If you’re leaving the comfort of a salary or steady hourly job to pursue your own endeavors, sacrifices will be made. Choose your vice. Keeping an affordable luxury or comfort is not a bad idea. I’ve given up drinking and smoking, so expensive coffee isn’t that bad. It adds clarity to the day, it’s enjoyable, and it’s not that expensive.
It doesn’t have to be coffee, but pick your vice if you need one.
You Are NOT A Partner
Rideshare companies provide a business platform for drivers to operate with. Drivers must meet the requirements, abide by the platform rules, and pay fees to utilize the platform. The rideshare company or the driver can terminate the business relationship at any time. You are not a partner.
This is important to remember because it changes the way you operate. The rideshare companies use all sorts of Jedi mind tricks to get you to think that you’re partners, but there is no partnership agreement whatsoever. You are no more a partner with the rideshare company than you are a partner with the airport. Both are important to your business, but the partnership idea is a fallacy.
Rideshare companies provide a service and you are buying that service from them. Run your business accordingly. Your customers are the passengers.
Coyotes And Business
Many think of the roadrunner cartoons when coyotes are mentioned. The cartoon was very false though. Coyotes would not try for the same prey over and over while failing at every attempt. They are highly adaptable. They can group up and take down a bison or survive alone by eating rodents and insects.
What does this have to do with business? I watched the coyote in the field at the airport and noticed him surviving just fine in frigid temperatures. He blended in well with the field and most didn’t even notice him.

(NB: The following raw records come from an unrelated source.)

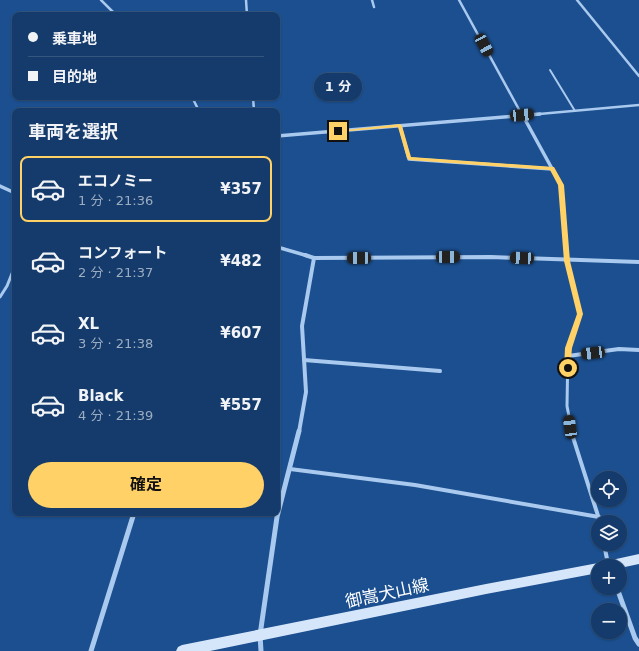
<!DOCTYPE html>
<html lang="ja">
<head>
<meta charset="utf-8">
<style>
	body { margin:0; font-family:"DejaVu Sans","Noto Sans JP",sans-serif; background:#1d4271; color:#f1f3f6; height:100vh; display:flex; flex-direction:column; font-size:15px; white-space:nowrap }
	* { box-sizing:border-box; margin:0 }
	p { font-size:13px; color:#9dadc1 }
	.icon { flex:none; width:22px; height:22px; fill:none; stroke:currentColor; stroke-width:2; stroke-linecap:round; stroke-linejoin:round }
	.map { position:relative; flex:1; overflow:hidden }
	.side { position:absolute; left:12px; top:108px; width:268px; height:408px; display:flex; flex-direction:column; background:#143b6b; border-radius:8px; box-shadow:0 1px 3px #0004,0 0 0 1px #33557e }
	.side>* { flex:none }
	.hud { position:absolute; left:12px; top:12px; width:268px; height:88px; border-radius:8px; box-shadow:0 1px 3px #0004,0 0 0 1px #33557e; display:grid; align-content:center; height:88px; padding:0 16px; background:#143b6b }
	.buttons { position:absolute; left:591px; top:471px; display:grid; gap:8px }
	.buttons a { display:grid; place-items:center; width:36px; height:36px; border-radius:50%; background:#143b6b; box-shadow:0 1px 3px #0004,0 0 0 1px #33557e; font-size:20px }
	.end { position:absolute; width:18px; height:18px; margin:-9px; border:5px solid #ffd166; background:#111; box-shadow:0 0 0 2px #111 }
	.from { border-radius:50% }
	.bubble { position:absolute; height:28px; border-radius:14px; background:#143b6b; box-shadow:0 1px 3px #0004,0 0 0 1px #33557e; font-size:13px; font-weight:700; line-height:28px; text-align:center }
	.car { position:absolute; width:12px; height:24px; margin:-12px -6px; border-radius:5px; box-shadow:0 0 3px 1px #0007; background:linear-gradient(#222 24%,#8ab4d8 0 40%,#222 0 76%,#8ab4d8 0 86%,#222 0) }
	.hud b { display:flex; align-items:center; gap:14px; height:38px; font-size:15px }
	.hud b+b { border-top:1px solid #33557e }
	.hud i { width:10px; height:10px; background:#f1f3f6 }
	ul { padding:0; list-style:none }
	li { display:flex; align-items:center; gap:12px; height:66px; margin:0 8px 6px; padding:0 8px; border:2px solid transparent; border-radius:8px }
	li div { flex:1 }
	li b { display:block; font-size:15px }
	li em { font-style:normal; font-weight:700 }
	li.current { border-color:#ffd166 }
	li>.icon { width:36px; height:36px; stroke-width:1.5 }
	h2 { padding:0 16px; font-size:18px; line-height:48px }
	.primary-button { display:flex; gap:8px; margin-top:auto; padding:8px 16px }
	.primary-button a { flex:1; height:46px; border-radius:24px; background:#ffd166; color:#111; font-size:16px; font-weight:700; line-height:46px; text-align:center }
	.map>svg:first-child { display:block }
</style>
</head>
<body>
<div class="map">
<svg width="639" height="651" viewBox="0 0 639 651">
	<rect width="100%" height="100%" fill="#1b4f8f"/>
	<g fill="none" stroke-linecap="round" stroke-linejoin="round">
		<polyline stroke="#a9c9ee" stroke-width="2" points="550,70 575,111"/>
		<g stroke="#a9c9ee" stroke-width="3">
			<polyline points="567,261 580,314 568,347 567,406 572,432"/>
			<polyline points="0,297 7,286 15,266"/>
		</g>
		<g stroke="#a9c9ee" stroke-width="4">
			<polyline points="571,431 600,522"/>
			<polyline points="290,469 415,485 599,517"/>
			<polyline points="604,544 608,564"/>
		</g>
		<g stroke="#a9c9ee" stroke-width="2.5">
			<polyline points="101,0 116,15"/>
			<polyline points="246,0 247,15"/>
			<polyline points="372,0 374,7"/>
			<polyline points="459,0 522,115"/>
			<polyline points="577,0 639,76"/>
			<polyline points="192,97 199,111"/>
			<polyline points="253,97 254,111"/>
			<polyline points="528,115 639,105"/>
		</g>
		<g stroke="#a9c9ee" stroke-width="3.5">
			<polyline points="522,114 561,185 567,256"/>
			<polyline points="400,126 409,159 552,169"/>
			<polyline points="277,136 540,114"/>
			<polyline points="0,186 15,193"/>
			<polyline points="277,247 308,256"/>
		</g>
		<g stroke="#a9c9ee" stroke-width="4">
			<polyline points="567,255 567,261"/>
			<polyline points="314,258 491,257 639,262"/>
			<polyline points="568,356 619,349 639,350"/>
			<polyline points="304,360 440,371"/>
			<polyline points="299,432 306,392 302,326 314,258 305,255"/>
		</g>
		<g stroke="#a9c9ee" stroke-width="5">
			<polyline points="617,588 635,638 639,644"/>
			<polyline points="91,651 134,513"/>
			<polyline points="261,651 260,635 277,517 299,431"/>
		</g>
		<polygon fill="#d6e6fa" fill-rule="evenodd" points="639,554 639,564 620,568 620,566 598,566 598,573 486,594 210,651 176,651 178,647 182,645 486,584 598,563 602,565 603,562 607,561"/>
	</g>
	<polygon fill="#ffd166" points="400,124 402,126 411,157 554,167 564,185 570,261 583,314 572,348 570,370 565,370 564,368 565,348 577,314 564,261 558,185 550,170 409,160 407,158 398,127 338,132 336,131"/>
	<g text-anchor="middle" dominant-baseline="central" stroke-width="3" stroke-linejoin="round" paint-order="stroke">
		<g font-size="17" fill="#fff" stroke="#1b4f8f">
			<text transform="translate(387 593) rotate(-12)">御嵩犬山線</text>
		</g>
	</g>
</svg>
<div class="buttons">
<a><svg class="icon" aria-label="locate" viewBox="0 0 24 24"><circle cx="12" cy="12" r="6"/><path d="M12 2v4M12 18v4M2 12h4M18 12h4"/></svg></a>
<a><svg class="icon" aria-label="layers" viewBox="0 0 24 24"><path d="M12 4l9 5-9 5-9-5zM3 14l9 5 9-5"/></svg></a>
<a>+</a>
<a>−</a>
</div>
<i class="end from" style="left:568px;top:368px"></i>
<i class="end" style="left:338px;top:131px"></i>
<div class="bubble" style="left:314px;top:73px;width:48px">1 分</div>
<i class="car" style="left:484px;top:45px;rotate:152deg"></i>
<i class="car" style="left:522px;top:115px;rotate:85deg"></i>
<i class="car" style="left:448px;top:257px;rotate:90deg"></i>
<i class="car" style="left:359px;top:258px;rotate:270deg"></i>
<i class="car" style="left:522px;top:258px;rotate:273deg"></i>
<i class="car" style="left:593px;top:353px;rotate:263deg"></i>
<i class="car" style="left:570px;top:427px;rotate:352deg"></i>
<div class="hud">
<b><i class="from"></i>乗車地</b>
<b><i></i>目的地</b>
</div>
<section class="side">
<h2>車両を選択</h2>
<ul>
<li class="current"><svg class="icon" aria-label="car" viewBox="0 0 24 24"><path d="M5 17H2v-5l4-1 3-4h7l3 4 3 1v5h-3M9 17h6M6 11h13"/><circle cx="7" cy="17" r="2"/><circle cx="17" cy="17" r="2"/></svg><div><b>エコノミー</b><p>1 分 · 21:36</p></div><em>¥357</em></li>
<li><svg class="icon" aria-label="car" viewBox="0 0 24 24"><path d="M5 17H2v-5l4-1 3-4h7l3 4 3 1v5h-3M9 17h6M6 11h13"/><circle cx="7" cy="17" r="2"/><circle cx="17" cy="17" r="2"/></svg><div><b>コンフォート</b><p>2 分 · 21:37</p></div><em>¥482</em></li>
<li><svg class="icon" aria-label="car" viewBox="0 0 24 24"><path d="M5 17H2v-5l4-1 3-4h7l3 4 3 1v5h-3M9 17h6M6 11h13"/><circle cx="7" cy="17" r="2"/><circle cx="17" cy="17" r="2"/></svg><div><b>XL</b><p>3 分 · 21:38</p></div><em>¥607</em></li>
<li><svg class="icon" aria-label="car" viewBox="0 0 24 24"><path d="M5 17H2v-5l4-1 3-4h7l3 4 3 1v5h-3M9 17h6M6 11h13"/><circle cx="7" cy="17" r="2"/><circle cx="17" cy="17" r="2"/></svg><div><b>Black</b><p>4 分 · 21:39</p></div><em>¥557</em></li>
</ul>
<div class="primary-button"><a>確定</a></div>
</section>
</div>
</body>
</html>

That type of toughness, tenacity, intelligence, and adaptability is what a person needs to survive in rideshare and many other new businesses that are being created with new technology.
Of course, we’re not killing anything. We’re just giving people rides for a fee. The parallel I’m drawing is how we act and think to create a profit in a world where the environment we operate is constantly changing and out of our control.
Conclusion Of These Thoughts
These thoughts are a bit dramatic. All that I’m really doing is giving people a ride for a small fee. Turning that into a profitable business though is a bit more dramatic.
For part-time, small-scale operation, ridesharing is currently a great venture. For a full-time endeavor, it takes more. How you use the platforms provided are up to you, but it will take more than just using a rideshare platform and following the rideshare company lead to produce a sizable income.
On a personal level, I’m excited to have a business that allows me to be outside and make my own decisions. The business mindset is developing quickly in order to produce profits.